Task: The first line of the entries through the line bearing "Map reading. Build": copy these lines exactly and return nothing else.

Record set:

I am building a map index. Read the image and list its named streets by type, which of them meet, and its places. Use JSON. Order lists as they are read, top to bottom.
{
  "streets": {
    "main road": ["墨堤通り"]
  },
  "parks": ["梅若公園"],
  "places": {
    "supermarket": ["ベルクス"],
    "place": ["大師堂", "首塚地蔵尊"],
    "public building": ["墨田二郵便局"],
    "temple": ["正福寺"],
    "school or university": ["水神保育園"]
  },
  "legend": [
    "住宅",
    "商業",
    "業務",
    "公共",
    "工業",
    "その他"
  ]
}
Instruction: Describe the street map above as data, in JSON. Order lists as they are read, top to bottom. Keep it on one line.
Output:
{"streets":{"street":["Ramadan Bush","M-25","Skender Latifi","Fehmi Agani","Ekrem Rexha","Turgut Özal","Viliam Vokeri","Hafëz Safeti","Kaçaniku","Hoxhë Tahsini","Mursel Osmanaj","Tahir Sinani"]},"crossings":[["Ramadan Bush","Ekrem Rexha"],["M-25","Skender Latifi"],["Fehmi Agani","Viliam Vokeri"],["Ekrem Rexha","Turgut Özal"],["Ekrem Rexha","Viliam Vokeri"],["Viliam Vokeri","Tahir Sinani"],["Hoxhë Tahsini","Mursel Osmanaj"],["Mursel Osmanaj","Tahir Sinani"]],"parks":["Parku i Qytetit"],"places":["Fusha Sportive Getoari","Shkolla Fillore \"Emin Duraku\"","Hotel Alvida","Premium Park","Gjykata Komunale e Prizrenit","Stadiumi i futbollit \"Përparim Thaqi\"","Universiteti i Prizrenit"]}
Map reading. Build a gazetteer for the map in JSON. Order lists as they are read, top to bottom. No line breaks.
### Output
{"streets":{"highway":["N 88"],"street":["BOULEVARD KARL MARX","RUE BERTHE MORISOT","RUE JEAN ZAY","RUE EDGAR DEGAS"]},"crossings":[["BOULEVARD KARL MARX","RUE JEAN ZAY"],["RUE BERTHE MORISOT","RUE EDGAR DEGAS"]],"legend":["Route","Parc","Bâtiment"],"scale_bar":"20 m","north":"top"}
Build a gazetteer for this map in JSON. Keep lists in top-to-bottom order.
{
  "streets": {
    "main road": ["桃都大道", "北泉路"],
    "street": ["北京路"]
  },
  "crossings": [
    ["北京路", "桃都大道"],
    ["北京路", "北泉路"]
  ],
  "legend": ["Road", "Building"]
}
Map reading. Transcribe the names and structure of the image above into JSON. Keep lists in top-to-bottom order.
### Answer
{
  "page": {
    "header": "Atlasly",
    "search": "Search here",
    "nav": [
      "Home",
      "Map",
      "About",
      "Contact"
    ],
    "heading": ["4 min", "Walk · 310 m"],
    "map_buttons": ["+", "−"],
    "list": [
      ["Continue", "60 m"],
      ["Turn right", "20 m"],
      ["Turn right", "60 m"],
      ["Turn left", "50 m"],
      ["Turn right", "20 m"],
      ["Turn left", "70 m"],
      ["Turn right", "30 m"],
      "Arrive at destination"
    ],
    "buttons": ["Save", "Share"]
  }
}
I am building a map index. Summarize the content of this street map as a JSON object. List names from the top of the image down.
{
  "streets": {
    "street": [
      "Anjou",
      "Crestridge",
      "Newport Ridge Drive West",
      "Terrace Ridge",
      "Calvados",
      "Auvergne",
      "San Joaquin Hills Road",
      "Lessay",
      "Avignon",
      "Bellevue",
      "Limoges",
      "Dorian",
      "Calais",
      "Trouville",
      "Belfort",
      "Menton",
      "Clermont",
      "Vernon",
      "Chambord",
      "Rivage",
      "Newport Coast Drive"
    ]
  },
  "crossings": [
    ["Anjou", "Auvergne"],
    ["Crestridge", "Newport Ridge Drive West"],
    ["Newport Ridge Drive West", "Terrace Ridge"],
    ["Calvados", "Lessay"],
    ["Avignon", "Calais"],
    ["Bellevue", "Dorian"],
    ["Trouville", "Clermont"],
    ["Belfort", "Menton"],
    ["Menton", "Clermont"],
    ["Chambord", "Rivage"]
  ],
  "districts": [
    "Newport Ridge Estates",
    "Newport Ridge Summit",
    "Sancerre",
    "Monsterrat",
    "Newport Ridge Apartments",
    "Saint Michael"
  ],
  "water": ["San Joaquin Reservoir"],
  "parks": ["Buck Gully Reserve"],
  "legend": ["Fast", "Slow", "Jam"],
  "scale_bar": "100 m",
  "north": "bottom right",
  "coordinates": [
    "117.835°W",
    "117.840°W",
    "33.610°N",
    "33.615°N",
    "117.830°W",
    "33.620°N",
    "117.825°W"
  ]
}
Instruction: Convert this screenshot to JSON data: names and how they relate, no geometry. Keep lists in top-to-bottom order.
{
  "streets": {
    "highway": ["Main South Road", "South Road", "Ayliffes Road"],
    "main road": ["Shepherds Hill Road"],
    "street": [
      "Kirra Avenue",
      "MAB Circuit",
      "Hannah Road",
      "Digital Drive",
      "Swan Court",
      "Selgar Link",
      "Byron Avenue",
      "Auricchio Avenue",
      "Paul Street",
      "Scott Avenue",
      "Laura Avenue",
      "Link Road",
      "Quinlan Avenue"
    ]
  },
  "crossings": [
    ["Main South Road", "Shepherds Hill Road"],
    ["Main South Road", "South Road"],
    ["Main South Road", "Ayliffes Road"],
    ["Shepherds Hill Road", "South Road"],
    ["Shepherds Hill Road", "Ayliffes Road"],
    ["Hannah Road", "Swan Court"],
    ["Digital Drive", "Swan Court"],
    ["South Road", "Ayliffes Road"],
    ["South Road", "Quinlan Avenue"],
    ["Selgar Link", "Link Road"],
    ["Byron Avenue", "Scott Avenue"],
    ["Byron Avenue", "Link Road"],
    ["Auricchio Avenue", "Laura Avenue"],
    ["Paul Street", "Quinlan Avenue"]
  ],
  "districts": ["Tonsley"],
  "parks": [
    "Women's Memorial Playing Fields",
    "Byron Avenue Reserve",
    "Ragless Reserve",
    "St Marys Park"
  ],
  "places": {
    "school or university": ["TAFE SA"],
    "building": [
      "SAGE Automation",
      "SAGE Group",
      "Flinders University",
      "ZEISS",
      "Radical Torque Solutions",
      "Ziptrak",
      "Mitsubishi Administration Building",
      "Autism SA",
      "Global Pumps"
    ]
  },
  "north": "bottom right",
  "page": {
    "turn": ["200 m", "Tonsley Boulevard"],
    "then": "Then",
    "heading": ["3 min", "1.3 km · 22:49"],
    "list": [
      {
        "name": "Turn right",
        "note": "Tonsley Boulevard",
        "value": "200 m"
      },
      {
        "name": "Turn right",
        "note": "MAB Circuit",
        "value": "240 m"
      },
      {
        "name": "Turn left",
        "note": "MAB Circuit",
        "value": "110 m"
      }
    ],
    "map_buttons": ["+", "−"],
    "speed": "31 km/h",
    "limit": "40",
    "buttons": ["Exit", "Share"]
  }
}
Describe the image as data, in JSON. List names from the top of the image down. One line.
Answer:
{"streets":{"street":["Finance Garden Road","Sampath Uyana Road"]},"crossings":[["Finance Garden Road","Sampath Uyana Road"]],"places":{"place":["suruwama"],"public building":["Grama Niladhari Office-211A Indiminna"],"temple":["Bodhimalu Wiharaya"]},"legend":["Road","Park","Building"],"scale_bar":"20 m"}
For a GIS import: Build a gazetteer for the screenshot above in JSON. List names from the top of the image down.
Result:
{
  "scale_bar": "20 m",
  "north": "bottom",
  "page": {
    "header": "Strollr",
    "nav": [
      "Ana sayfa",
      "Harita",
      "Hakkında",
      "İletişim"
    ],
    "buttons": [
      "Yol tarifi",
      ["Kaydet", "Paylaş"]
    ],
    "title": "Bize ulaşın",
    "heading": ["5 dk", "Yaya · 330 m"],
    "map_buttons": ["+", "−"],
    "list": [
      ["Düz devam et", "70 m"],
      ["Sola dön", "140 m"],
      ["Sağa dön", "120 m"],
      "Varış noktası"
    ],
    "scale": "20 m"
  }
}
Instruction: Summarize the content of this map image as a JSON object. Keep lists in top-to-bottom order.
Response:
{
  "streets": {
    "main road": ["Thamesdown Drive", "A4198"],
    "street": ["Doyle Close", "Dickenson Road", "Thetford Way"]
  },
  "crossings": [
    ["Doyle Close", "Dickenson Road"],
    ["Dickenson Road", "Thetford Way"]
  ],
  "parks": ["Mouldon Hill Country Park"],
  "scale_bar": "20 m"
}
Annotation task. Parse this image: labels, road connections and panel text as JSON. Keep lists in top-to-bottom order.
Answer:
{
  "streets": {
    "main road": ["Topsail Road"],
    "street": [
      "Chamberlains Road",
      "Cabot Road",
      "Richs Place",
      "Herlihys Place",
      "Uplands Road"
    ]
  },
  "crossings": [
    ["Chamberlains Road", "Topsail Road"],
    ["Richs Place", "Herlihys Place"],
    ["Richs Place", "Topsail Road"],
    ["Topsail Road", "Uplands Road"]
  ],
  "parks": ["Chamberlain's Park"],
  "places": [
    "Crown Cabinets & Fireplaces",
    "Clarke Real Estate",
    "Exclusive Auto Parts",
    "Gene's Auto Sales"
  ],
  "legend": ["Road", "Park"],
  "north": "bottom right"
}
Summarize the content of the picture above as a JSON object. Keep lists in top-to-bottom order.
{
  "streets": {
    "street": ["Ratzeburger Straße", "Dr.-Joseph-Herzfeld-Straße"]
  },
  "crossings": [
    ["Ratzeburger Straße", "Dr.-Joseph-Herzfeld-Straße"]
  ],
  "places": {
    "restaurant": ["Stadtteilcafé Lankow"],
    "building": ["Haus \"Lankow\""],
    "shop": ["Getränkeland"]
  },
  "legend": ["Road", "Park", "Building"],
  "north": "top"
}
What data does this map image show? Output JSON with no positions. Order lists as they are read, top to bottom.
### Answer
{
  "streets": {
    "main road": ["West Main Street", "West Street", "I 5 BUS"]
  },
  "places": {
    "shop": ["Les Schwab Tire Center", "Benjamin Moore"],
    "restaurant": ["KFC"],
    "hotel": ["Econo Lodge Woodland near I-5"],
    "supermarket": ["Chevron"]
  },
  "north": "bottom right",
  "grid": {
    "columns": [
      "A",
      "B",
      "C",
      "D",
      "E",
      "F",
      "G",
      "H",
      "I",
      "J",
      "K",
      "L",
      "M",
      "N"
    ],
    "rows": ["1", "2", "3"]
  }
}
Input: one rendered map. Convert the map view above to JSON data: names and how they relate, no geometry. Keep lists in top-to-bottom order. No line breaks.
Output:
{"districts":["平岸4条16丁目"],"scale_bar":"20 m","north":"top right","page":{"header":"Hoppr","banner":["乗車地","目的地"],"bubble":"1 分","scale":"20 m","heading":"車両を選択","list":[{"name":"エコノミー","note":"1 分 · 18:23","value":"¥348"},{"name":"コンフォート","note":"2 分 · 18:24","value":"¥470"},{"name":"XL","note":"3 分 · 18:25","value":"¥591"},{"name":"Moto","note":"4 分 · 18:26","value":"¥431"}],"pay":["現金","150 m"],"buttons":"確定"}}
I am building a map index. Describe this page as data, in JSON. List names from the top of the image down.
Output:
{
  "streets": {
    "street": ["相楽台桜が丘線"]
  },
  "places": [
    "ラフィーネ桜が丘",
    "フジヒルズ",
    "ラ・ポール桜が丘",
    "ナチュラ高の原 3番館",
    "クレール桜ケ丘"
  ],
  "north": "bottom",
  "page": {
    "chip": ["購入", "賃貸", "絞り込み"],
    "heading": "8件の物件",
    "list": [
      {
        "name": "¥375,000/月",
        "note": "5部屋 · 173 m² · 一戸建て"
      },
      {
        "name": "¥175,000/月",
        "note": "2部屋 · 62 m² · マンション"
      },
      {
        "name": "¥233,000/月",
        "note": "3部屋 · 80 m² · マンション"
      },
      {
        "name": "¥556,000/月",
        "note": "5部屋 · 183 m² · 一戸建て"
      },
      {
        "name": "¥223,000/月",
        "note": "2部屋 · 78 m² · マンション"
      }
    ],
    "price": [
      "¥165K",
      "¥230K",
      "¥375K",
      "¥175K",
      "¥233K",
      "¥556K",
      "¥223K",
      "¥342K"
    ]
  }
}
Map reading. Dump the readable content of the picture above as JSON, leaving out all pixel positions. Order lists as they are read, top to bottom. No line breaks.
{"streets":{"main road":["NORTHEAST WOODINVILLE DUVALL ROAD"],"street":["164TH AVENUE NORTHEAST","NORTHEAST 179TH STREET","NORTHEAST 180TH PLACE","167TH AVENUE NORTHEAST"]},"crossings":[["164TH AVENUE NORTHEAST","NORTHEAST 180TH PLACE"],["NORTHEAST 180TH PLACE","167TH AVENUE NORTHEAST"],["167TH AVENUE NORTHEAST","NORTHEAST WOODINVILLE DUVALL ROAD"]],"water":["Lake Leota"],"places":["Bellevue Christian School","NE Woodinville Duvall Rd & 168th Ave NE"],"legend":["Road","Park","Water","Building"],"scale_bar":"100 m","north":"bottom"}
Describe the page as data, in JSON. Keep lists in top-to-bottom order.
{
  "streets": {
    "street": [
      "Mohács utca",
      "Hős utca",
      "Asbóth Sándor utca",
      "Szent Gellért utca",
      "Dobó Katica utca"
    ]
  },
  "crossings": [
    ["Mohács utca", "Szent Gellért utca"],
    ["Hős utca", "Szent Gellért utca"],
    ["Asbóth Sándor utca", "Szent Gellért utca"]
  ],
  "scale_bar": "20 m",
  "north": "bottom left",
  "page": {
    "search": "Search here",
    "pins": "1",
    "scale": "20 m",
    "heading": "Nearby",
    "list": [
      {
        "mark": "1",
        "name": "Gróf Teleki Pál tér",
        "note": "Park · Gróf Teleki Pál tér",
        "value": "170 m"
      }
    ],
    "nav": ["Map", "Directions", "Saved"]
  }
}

Result:
I am building a map index. Read the image and list its named streets by type, which of them meet, and its places. Use JSON. Order lists as they are read, top to bottom.
{
  "streets": {
    "main road": ["墨堤通り"]
  },
  "parks": ["梅若公園"],
  "places": {
    "supermarket": ["ベルクス"],
    "place": ["大師堂", "首塚地蔵尊"],
    "public building": ["墨田二郵便局"],
    "temple": ["正福寺"],
    "school or university": ["水神保育園"]
  },
  "legend": [
    "住宅",
    "商業",
    "業務",
    "公共",
    "工業",
    "その他"
  ]
}
Instruction: Describe the street map above as data, in JSON. Order lists as they are read, top to bottom. Keep it on one line.
Output:
{"streets":{"street":["Ramadan Bush","M-25","Skender Latifi","Fehmi Agani","Ekrem Rexha","Turgut Özal","Viliam Vokeri","Hafëz Safeti","Kaçaniku","Hoxhë Tahsini","Mursel Osmanaj","Tahir Sinani"]},"crossings":[["Ramadan Bush","Ekrem Rexha"],["M-25","Skender Latifi"],["Fehmi Agani","Viliam Vokeri"],["Ekrem Rexha","Turgut Özal"],["Ekrem Rexha","Viliam Vokeri"],["Viliam Vokeri","Tahir Sinani"],["Hoxhë Tahsini","Mursel Osmanaj"],["Mursel Osmanaj","Tahir Sinani"]],"parks":["Parku i Qytetit"],"places":["Fusha Sportive Getoari","Shkolla Fillore \"Emin Duraku\"","Hotel Alvida","Premium Park","Gjykata Komunale e Prizrenit","Stadiumi i futbollit \"Përparim Thaqi\"","Universiteti i Prizrenit"]}
Map reading. Build a gazetteer for the map in JSON. Order lists as they are read, top to bottom. No line breaks.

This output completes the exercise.